Sacrificial Protection of Metals
Sacrificial protection is a method used to prevent rusting and corrosion of iron or steel.
- This is achieved by attaching a more reactive metal (such as zinc or magnesium) to the surface of the iron.
- The more reactive metal acts as a sacrificial metal because it corrodes (oxidises) instead of the iron.
Explanation in Terms of the Reactivity Series:
- Metals higher in the reactivity series are more easily oxidised — they lose electrons more readily.
- When a more reactive metal (e.g. zinc) is connected to a less reactive metal (e.g. iron), the more reactive metal becomes the sacrificial anode.
- It corrodes (oxidises) instead of the iron, protecting the iron from rusting.
Example: Protecting Iron with Zinc:
- Iron (Fe) is less reactive than zinc (Zn).
- When zinc is attached to iron (e.g. in galvanised steel or ship hulls), zinc reacts first with oxygen and water.
- This prevents the iron from reacting, even if the zinc coating is scratched or damaged.
\(\mathrm{Zn → Zn^{2+} + 2e^-}\)
Zinc loses electrons (oxidised) and acts as the sacrificial metal.
Result: The iron remains protected because the zinc is higher in the reactivity series and preferentially oxidises.
Explanation in Terms of Electron Loss:
Corrosion of metals involves oxidation — the loss of electrons.
- In sacrificial protection:
- The more reactive metal (zinc) loses electrons more easily → oxidises first.
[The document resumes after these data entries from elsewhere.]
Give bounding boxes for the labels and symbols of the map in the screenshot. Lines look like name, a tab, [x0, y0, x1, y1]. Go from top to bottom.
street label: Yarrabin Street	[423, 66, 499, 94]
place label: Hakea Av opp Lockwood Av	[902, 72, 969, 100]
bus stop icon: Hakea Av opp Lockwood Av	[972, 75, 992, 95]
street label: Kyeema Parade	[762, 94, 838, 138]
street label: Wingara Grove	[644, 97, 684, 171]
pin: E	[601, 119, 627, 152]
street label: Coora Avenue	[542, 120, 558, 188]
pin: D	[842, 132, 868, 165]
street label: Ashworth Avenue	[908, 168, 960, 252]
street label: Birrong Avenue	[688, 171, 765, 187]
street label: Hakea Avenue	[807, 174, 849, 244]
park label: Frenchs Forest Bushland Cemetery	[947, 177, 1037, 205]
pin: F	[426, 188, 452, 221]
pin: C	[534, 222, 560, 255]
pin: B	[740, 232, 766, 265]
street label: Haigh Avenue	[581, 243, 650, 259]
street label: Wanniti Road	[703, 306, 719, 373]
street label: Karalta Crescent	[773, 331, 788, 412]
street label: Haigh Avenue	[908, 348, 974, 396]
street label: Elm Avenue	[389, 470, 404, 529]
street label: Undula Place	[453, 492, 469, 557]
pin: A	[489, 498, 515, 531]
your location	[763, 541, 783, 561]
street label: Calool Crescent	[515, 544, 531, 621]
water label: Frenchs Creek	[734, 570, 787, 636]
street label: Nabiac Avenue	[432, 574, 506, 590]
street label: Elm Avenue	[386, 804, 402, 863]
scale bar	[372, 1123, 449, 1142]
- The electrons released flow to the less reactive metal (iron).
- This keeps the iron supplied with electrons, preventing it from oxidising (rusting).
Key Points:
- The more reactive metal (e.g. Zn or Mg) oxidises instead of iron.
- It acts as a sacrificial anode.
- The iron remains protected as long as the sacrificial metal is present.
Common examples:
- Galvanising: coating iron with zinc.
- Ship hulls and pipelines: magnesium or zinc blocks attached as sacrificial anodes.
Example :
Explain, in terms of the reactivity series and electron transfer, how zinc protects iron from rusting.
▶️ Answer/Explanation
Step 1: Zinc is more reactive than iron, meaning it loses electrons more readily.
Step 2: When zinc and iron are connected, zinc is oxidised to Zn²⁺ and releases electrons.
Step 3: The electrons flow to the iron, preventing it from oxidising (forming Fe²⁺).
Final Answer: Zinc acts as a sacrificial metal because it is higher in the reactivity series and loses electrons more easily, protecting iron from rusting by preventing its oxidation.